Raising Gentle Boys in a Harsh World

Raising Gentle Boys in a Harsh World

The world often sends boys a confusing message. From a young age, they are told to be tough. To shake it off. To stop crying. To hide hurt feelings. To push through pain without complaint. Somewhere along the way many boys learn that being vulnerable is dangerous and that showing emotion is something to be ashamed of. As a mother of boys, I think about that often. I think about kind of men my sons will becomes one day. I think about the values I hope they carry into adulthood. I think about the fact that the world does not necessarily need harder men, it needs kinder ones. That doesn’t mean “weak” men. It doesn’t mean passive men. It doesn’t mean men who are afraid to stand up for themselves or others. It means men who understand that strength and gentleness can exist in the same person.

my boys depicted after burying a squirrel we found fallen from a storm

When my boys were younger, I noticed how naturally tender children can be. They wanted to help injured animals. They worried when someone was sad and would bring them a tissue. They offered hugs freely and thankfully still do. They feel things deeply and purely. Children often begin life with open hearts.

The challenge isn’t teaching kindness. The challenge is protecting it.

Because the older they get, the more pressure they face to become someone else. To grow into their own. There is often an expectation that boys should be fearless. That they should always appear confident. That anger is acceptable but sadness is not. I don’t want my sons growing up believing that emotional numbness is the same thing as strength. I want them to know that courage sometimes looks like telling the truth when it’s difficult. Sometimes it looks like apologizing. Sometimes it looks like admitting you’re hurt. Sometimes it looks like asking for help. The strongest people I have known were never the loudest people in the room. They were the ones secure enough to be honest about who they were.

I want my boys to understand that kindness is not something you outgrow.

In many ways, kindness requires more courage that cruelty. Anyone can be harsh. Anyone can make fun of someone who is different. Anyone can join a crowd that is tearing another person down. Choosing compassion and empathy often requires standing apart from the crowd. That takes character. Authenticity. As parents, we spend a great deal of time teaching our children practical skills. We teach them how to tie their shoes, ride a bike, read a book, and solve math problems. Those things matter. I also want my sons to learn how to treat people. I want them to learn how to listen when someone is speaking. I want them to notice when another person feels left out or low. I want them to understand that every single person they meet is carrying burdens they cannot see. The world can be hard enough without us adding negativity to it.

One thing I have learned raising boys is that gentleness often shows up in quiet ways. It looks like helping a younger child without being asked. It looks like checking on a friend who seems upset. It looks like loading and elderly persons groceries in their car for them. It looks like being patient when patience would be easier to abandon. These moments rarely receive applause. Nobody hands out trophies for everyday kindness. Yet, these small acts reveal far more about a person’s character than any public achievement ever could.

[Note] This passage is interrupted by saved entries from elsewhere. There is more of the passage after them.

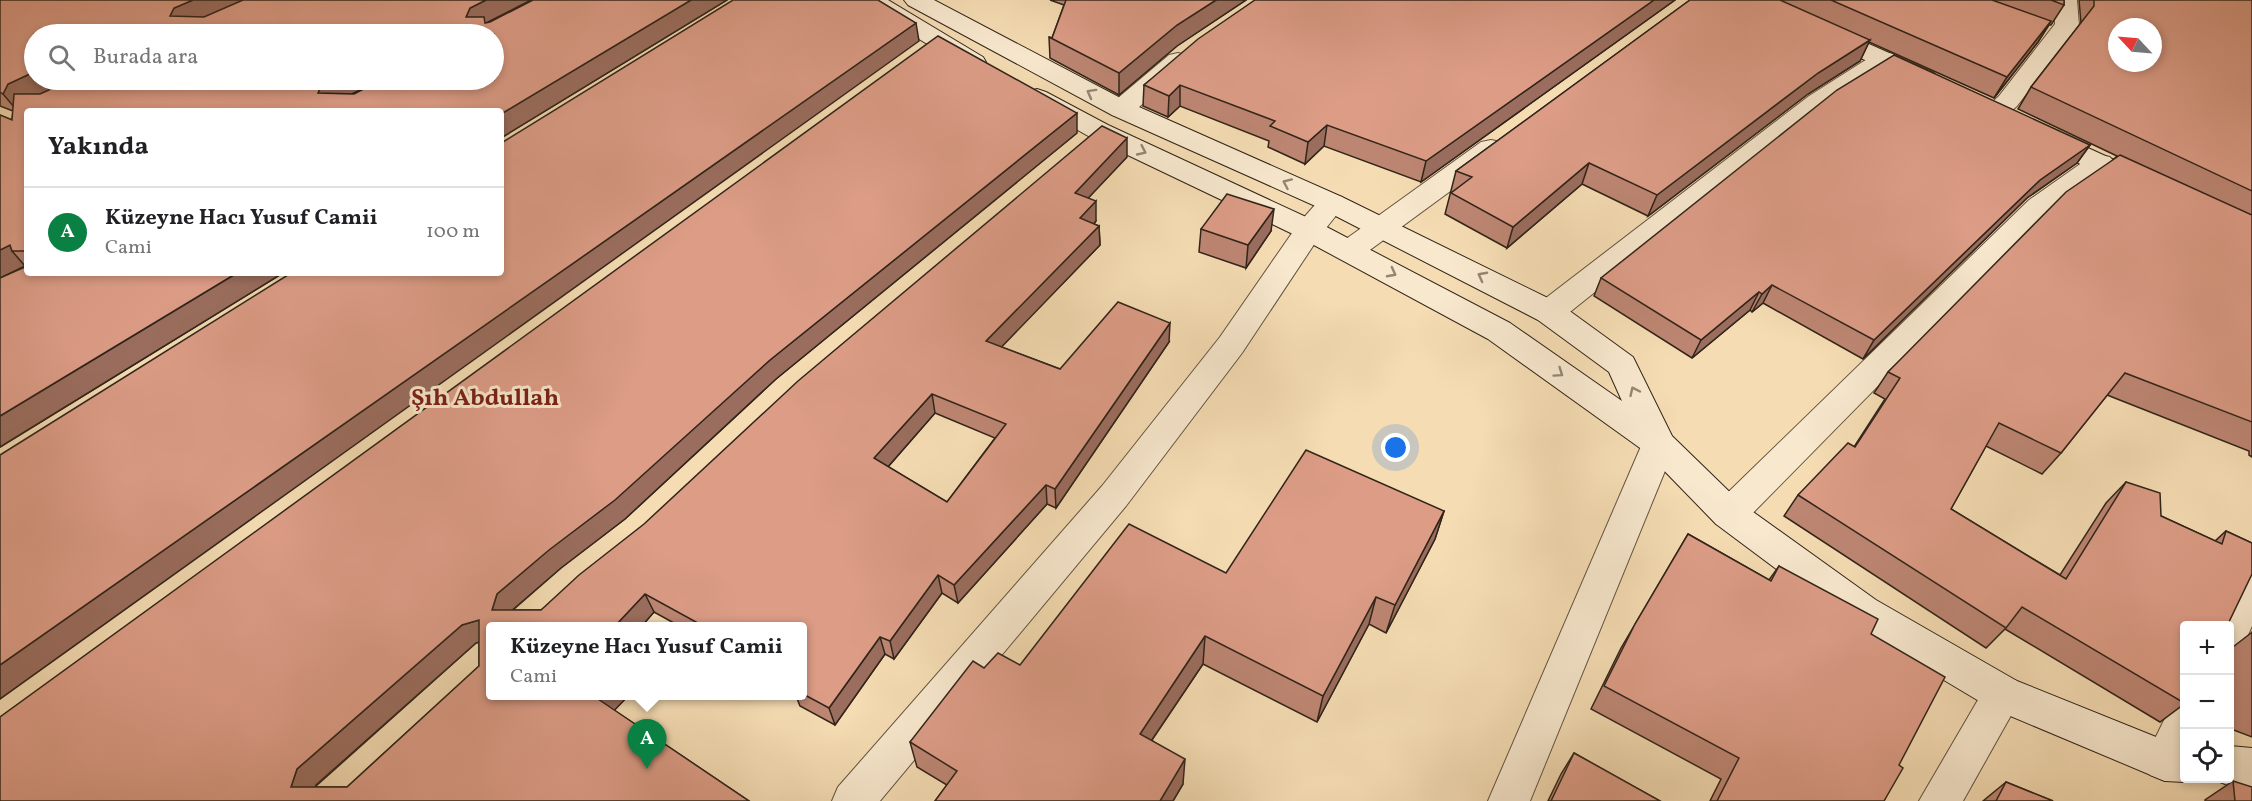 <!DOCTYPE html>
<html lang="tr">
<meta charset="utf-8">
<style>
:root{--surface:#fff;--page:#f2f2f2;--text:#202124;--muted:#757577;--line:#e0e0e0;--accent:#0b8043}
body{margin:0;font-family:Vollkorn,serif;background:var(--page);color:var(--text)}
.controls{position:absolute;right:18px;bottom:18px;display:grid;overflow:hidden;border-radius:6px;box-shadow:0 3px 9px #0003}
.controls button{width:54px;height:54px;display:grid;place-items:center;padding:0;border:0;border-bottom:2px solid var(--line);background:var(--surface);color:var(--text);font:30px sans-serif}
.compass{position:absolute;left:2108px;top:18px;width:54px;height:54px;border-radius:50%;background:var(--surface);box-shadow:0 3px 9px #0003;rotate:296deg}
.you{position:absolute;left:1396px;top:448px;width:21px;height:21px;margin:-15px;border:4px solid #fff;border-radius:50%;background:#1a73e8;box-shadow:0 0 0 9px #1a73e833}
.badge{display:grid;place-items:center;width:39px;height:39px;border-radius:50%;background:var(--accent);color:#fff;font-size:20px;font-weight:700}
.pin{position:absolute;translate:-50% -50px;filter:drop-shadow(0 2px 3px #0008)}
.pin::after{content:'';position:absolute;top:32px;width:21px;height:18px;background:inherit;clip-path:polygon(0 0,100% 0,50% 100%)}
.popup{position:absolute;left:486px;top:622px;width:321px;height:78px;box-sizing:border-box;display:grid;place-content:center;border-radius:6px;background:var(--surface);filter:drop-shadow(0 2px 4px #0005);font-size:20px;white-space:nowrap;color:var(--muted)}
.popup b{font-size:22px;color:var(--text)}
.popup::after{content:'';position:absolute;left:50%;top:100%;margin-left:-12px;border:12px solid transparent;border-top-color:var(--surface)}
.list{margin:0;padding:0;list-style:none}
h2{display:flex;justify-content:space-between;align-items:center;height:78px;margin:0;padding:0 24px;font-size:26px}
h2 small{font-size:20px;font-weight:400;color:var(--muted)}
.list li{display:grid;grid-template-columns:39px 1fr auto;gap:18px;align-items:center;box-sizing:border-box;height:90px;padding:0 24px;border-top:2px solid var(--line)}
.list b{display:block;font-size:22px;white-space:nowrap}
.list p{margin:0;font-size:20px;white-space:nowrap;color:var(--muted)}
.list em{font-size:20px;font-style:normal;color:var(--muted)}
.icon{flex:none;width:33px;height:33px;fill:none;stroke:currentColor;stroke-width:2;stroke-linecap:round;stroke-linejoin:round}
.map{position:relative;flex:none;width:2252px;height:801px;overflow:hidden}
.search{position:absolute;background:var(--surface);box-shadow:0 3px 9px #0003;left:24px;top:24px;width:480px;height:66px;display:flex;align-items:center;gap:15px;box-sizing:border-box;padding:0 21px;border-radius:33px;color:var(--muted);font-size:22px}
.panel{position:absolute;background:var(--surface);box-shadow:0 3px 9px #0003;left:24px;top:108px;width:480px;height:168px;border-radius:6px}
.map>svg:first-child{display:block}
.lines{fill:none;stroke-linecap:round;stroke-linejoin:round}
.street-casing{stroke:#625240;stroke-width:2}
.secondary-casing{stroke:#312419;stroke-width:2}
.street{fill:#f8e8ce;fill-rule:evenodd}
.secondary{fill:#f8e8ce;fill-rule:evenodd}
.wall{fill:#bd8673;stroke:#312419;stroke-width:1.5;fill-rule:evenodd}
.shaded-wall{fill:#9a6d5e;stroke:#312419;stroke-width:1.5}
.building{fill:#dc9c86;stroke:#312419;stroke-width:1.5;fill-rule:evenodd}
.oneway{stroke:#948674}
.labels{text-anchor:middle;stroke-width:6;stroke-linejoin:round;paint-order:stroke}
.district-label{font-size:24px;font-weight:bold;fill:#7a1f14;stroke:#f8e8ce}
</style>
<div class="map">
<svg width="2252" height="801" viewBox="0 0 2252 801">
<rect width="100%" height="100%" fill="#f5dcb3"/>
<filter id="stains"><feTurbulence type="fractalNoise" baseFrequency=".00333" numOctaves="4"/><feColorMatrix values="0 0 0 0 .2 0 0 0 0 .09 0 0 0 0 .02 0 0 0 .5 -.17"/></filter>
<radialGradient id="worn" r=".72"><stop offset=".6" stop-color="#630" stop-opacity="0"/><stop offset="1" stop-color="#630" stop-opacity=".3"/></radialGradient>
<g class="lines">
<!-- street casing -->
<g class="street-casing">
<g id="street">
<path d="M2053,0H2077L2079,25L2017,106C2007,115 2001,120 1987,117L1983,111L1999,96L2055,24Z"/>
<path d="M1884,52L1893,54L1896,59L1893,64L1827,106L1560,320L1549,323L1538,320L1534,312L1538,304L1809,96L1875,54Z"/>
<path d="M1178,53L1187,55L1190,60L1187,65L1130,115L1121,117L1112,115L1108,109L1112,103L1169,55Z"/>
<path d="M1491,140L1501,142L1504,148L1501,154L1359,258L1349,261L1339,258L1334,251L1339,244L1481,142Z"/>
<path d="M2100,155L2110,157L2114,163L2110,169L2049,212L1742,524L1729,528L1716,524L1711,514L1716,504L2029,200L2090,157Z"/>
<path d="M1332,194L1342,197L1346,203L1319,237L1242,353L1126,506L880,801H832L838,787L1102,486L1220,337L1299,223L1322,197Z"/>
<path d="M1659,431L1671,435L1676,444L1530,801H1488L1642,444L1647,435Z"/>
<path d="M2252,571V626L2244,644L2230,649V626H2214L2239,576Z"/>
<path d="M2003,676L2017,681L2023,694L1963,801H1919L1989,681Z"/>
<path d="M2184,702V764L2180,775L2165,781L2150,775L2144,761L2170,708Z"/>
</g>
</g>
<!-- secondary casing -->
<g class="secondary-casing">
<g id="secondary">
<path d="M859,0H888L983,57L986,62L983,67L974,69L965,67L863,5Z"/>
<path d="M904,0H934L1130,103L1342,197L1560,304L1633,357L1672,436L1742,504L1876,600L2017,681L2166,741L2184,743V778H2192L2184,782L2165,781L1989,707L1850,624L1716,524L1647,453L1488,339L1299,237L1090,137L1028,102L1024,97L1028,92L1037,89L1046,92L1108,125L1319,223L1510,323L1622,401L1609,372L1538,320L1322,209L1112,115L908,5Z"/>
<path d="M1739,0H1770L1934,73L1938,78L1934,83L1925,86L1916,83L1743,5Z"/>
<path d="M2044,128L2156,179L2160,185L2156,191L2146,194L2136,191L2035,142L2031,136L2035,130Z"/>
<path d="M2230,746L2252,748V788L2230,786L2215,780L2230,778Z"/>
</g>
</g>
<!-- street -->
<use href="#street" class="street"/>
<!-- secondary -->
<use href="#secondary" class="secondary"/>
</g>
<!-- wall -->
<g class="wall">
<path d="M0,0H531L486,23L490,22L533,0H727L501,138V111H27V273H283L0,447V115L12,120L13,111L0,106ZM34,34H494V80H381L354,94H352L381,80H34Z"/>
<path d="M1050,0H1246L1177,46L1119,95L1050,58L1049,37L1052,38L1064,5Z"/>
<path d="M1255,0H1675L1421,182L1324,146L1305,164L1268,147L1269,141L1180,106L1168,117L1143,106L1144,85Z"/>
<path d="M1690,0H2064V5L2051,25H2049L2038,42L1994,98L1869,42L1860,61L1808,94L1648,216L1582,184L1507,248L1445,214L1456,171Z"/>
<path d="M2079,0H2252V457L2249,455V451L2107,395L2061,453L2042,474L1986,446L1951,509L2060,575L2106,503L2126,482L2161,516L2215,541L2226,531L2252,543L2184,626V704L2160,722L2005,629L1986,648L1784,516L1798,495L1854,447L1885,399L1874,393L1888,372L2117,156L2018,109L2031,87L2081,23Z"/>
<path d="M1077,133L776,379L625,519L561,568L513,610H541L1127,157L1088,198L1096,221L1094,224L1099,226L1100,245L1001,347L1060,369L1169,342L1056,508L1047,504L958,603L942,593L894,659L885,654L835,725L800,706L796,696H803V627H681L654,612L641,627H491V696H628L614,710L749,801H0ZM935,413L995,438L947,502L888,467ZM479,642V666L347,787H315L476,643Z"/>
<path d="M2090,145L2077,163L2027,198L1863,359L1763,303L1752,312L1750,310L1692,358L1594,296L1601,278Z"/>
<path d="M1201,229L1271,231L1246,268L1199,252Z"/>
<path d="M1444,511L1435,539L1386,633L1369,624L1317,722L1203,664L1152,740L1183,784L1173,801H935L947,785L917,767L910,742L984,668L1020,665L1226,573Z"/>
<path d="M1688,534L1769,580L1779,566L1871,634L1899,765L1884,801H1710L1721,779L1591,709L1621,648Z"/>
<path d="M2252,632V737L2231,729L2229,679V650L2251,633Z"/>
<path d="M1574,753L1660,801H1548L1561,774Z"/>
<path d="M2233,781L2252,801H2205V800Z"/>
<path d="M2006,782L2053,801H1983Z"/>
</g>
<!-- shaded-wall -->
<g class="shaded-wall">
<path d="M193,0H246L182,34L170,16L174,8Z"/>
<path d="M486,0H531L486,23L466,17L470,8Z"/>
<path d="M691,0H727L501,138V114Z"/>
<path d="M1216,0H1246L1177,46L1119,95V73L1177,25Z"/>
<path d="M1654,0H1675L1421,182L1426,161Z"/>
<path d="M2051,21L2038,42L1994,98L2007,77Z"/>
<path d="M916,23L919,41L0,699V665Z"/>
<path d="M1870,40L1860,61L1808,94L1648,216L1657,195L1818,73Z"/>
<path d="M34,72V80H76L19,113L3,94L8,84Z"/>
<path d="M331,80H381L333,103L318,93L322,84Z"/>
<path d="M1180,85V106L1168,117L1169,96Z"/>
<path d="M1077,113V133L776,379L625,519L561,568L510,612L492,610L497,594L770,360Z"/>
<path d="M1327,125L1324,146L1305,164L1308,142Z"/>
<path d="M1127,138V157L1075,212V193Z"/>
<path d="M2090,145L2077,163L2027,198L1863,359L1874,340L2040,180Z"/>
<path d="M1589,163L1582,184L1507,248L1513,227Z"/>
<path d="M1096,201V221L1081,237L1080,218Z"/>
<path d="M1274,209L1271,231L1246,268L1248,245Z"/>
<path d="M1099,226L1100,245L988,361L986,341Z"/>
<path d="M10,245L12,251L25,266L0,278V250Z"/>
<path d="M237,273H283L0,447V416Z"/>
<path d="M1772,285L1763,303L1752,312L1762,294Z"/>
<path d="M1759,292L1750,310L1692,358L1701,340Z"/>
<path d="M1170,323L1169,342L1056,508L1055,489Z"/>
<path d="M932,394L935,413L879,477L874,458Z"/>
<path d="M1046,485L1047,504L958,603L954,585Z"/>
<path d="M1444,511L1435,539L1386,633L1395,605Z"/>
<path d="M938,575L942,593L894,659L890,641Z"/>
<path d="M645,594L654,612L641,627H614Z"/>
<path d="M1376,597L1369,624L1317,722L1323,696Z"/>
<path d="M479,620L491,639L476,643L316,785L310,801L291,787L297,769L462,625Z"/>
<path d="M1205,636L1203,664L1139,759L1140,734Z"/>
<path d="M880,637L885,654L835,725L829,708Z"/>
<path d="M601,696H628L609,716L598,699Z"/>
<path d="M1185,759L1183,784L1173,801H1160Z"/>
</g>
<!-- building -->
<g class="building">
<path d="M0,0H193L174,8L170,16L204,17L243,0H486L470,8L466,17H484L485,23L490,22L533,0H691L501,114V111H27V251H12L10,245L0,250V115L12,120L14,94H40L71,80H331L322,84L318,93L354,94L381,80H494V34H34V72L8,84L3,94L0,92Z"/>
<path d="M733,0H878L916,23L0,665V455L291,273H501V142H503Z"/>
<path d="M1066,0H1216L1177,25L1119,73L1049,37L1052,38Z"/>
<path d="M1255,0H1654L1426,161L1327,125L1308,142L1270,126L1275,121L1180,85L1169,96L1144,85L1198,39Z"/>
<path d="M1690,0H1780L1870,40L1818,73L1657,195L1589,163L1513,227L1451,193L1472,177L1456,171Z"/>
<path d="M1831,0H1992L2051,21L2007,77Z"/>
<path d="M2051,0H2064V5Z"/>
<path d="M2094,0H2252V191L2031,87L2094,6ZM2117,27H2153V63H2117Z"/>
<path d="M938,36L1077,113L770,360L615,500L549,550L497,594L492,610H541L579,575L644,524L798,381L1102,126L1127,138L1075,193L1096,201L1080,218L1099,226L986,341L1060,369L1118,302L1170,323L1055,489L1046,485L954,585L938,575L890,641L880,637L829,708L803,694V676L805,673L803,672V627H705L645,594L614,627H491V696H601L598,699L749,801H0V717ZM932,394L1006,424L947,502L874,458ZM479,620V666L347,787H291L297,769L462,625Z"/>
<path d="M1894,55L2090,145L2040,180L1874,340L1772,285L1762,294L1759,292L1701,340L1601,278L1837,90Z"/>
<path d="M2120,155L2252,215V422L2125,373L2061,453L1999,423L1951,509L2066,579L2126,482L2160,493L2161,516L2222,544L2226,531L2252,543V574L2227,626H2184V703L2022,607L2006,628L1798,495L1848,443L1855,447L1900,378L1888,372L2066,192Z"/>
<path d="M1227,194L1274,209L1248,245L1201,229Z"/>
<path d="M27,266V273H237L0,416V278Z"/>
<path d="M1306,450L1444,511L1395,605L1376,597L1323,696L1205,636L1140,734L1185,759L1160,801H935L957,771L910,742L973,661L984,668L998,653L1020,665L1129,524L1226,573Z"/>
<path d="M1688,534L1771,581L1779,566L1878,619L1871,634L1945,677L1899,765L1903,768L1884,801H1717L1739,758L1604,686L1635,624Z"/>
<path d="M1574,753L1660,801H1551Z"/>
<path d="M2233,781L2252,787V801H2235Z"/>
<path d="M2006,782L2053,801H1996Z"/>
</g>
<!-- one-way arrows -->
<defs><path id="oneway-chevron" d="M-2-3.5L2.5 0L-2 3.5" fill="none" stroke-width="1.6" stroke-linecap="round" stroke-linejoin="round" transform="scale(1.5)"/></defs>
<g class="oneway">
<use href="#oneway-chevron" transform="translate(1091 93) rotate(-151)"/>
<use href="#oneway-chevron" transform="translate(1142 151) rotate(25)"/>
<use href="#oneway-chevron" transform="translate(1287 183) rotate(-156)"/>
<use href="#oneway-chevron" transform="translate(1392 273) rotate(28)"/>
<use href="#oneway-chevron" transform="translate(1482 276) rotate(-152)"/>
<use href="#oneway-chevron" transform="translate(1559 373) rotate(35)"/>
<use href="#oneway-chevron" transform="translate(1634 391) rotate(-115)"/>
</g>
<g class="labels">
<!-- district labels -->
<g class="district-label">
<text x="485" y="405">Şıh Abdullah</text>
</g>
</g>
<rect width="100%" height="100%" filter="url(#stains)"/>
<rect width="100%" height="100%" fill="url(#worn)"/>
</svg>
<div class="controls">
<button>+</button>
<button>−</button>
<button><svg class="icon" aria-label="locate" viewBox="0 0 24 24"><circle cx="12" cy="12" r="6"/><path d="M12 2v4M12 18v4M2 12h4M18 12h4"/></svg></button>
</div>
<svg class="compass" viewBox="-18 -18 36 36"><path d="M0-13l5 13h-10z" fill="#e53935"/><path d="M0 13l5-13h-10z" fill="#757577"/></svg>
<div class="you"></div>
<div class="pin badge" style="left:647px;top:769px">A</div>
<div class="popup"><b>Küzeyne Hacı Yusuf Camii</b>Cami</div>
<div class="search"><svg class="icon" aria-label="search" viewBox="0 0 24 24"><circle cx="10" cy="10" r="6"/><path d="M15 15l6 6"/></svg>Burada ara</div>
<section class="panel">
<h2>Yakında<small></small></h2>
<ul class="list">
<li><span class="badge">A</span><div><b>Küzeyne Hacı Yusuf Camii</b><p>Cami</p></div><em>100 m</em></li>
</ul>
</section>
</div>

I also want my boys to know that gentleness applies to themselves.

Many people extend compassion to everyone except the person staring back at them in the mirror. Life will bring disappointment. They will make mistakes. They will fail at things they care about. When those moments come, I hope they learn to speak to themselves with the same grace they would offer a friend. Self-respect and self-compassion are not weaknesses, they are foundations.

The world will eventually have its say about who my sons should be. Friends will influence them. Teachers will influence them. Strangers will influence them. I cannot control every aspect of that but what I can do is create a home where kindness is valued. A home where emotions are allowed and welcomed. A home where empathy is practiced rather than merely discussed. A home where being a good person matters more that appearing impressive. When I imagine my sons as grown men, I don’t find myself hoping they become the richest people in the room. I don’t find myself hoping they are the most powerful. I don’t find myself hoping they are admired by everyone they meet. I hope they become men people feel safe around. Men who keep their word. Men who treat others with respect. Men who are capable of standing firm without becoming cruel. Men who understand that strength is not measured by how much power you hold over others, but how you choose to use it.

The world has never had a shortage of harshness. Every generation has faced it in one form or another. What the world needs is more people willing to meet that harshness with integrity. More people willing to choose compassion when bitterness would be easier. More people willing to remain soft hearted without becoming soft minded.

Those are the kind of men I hope to raise. Not a perfect man. Not a fearless man. Just a good one. And in today’s world, that feels like a goal worth pursuing.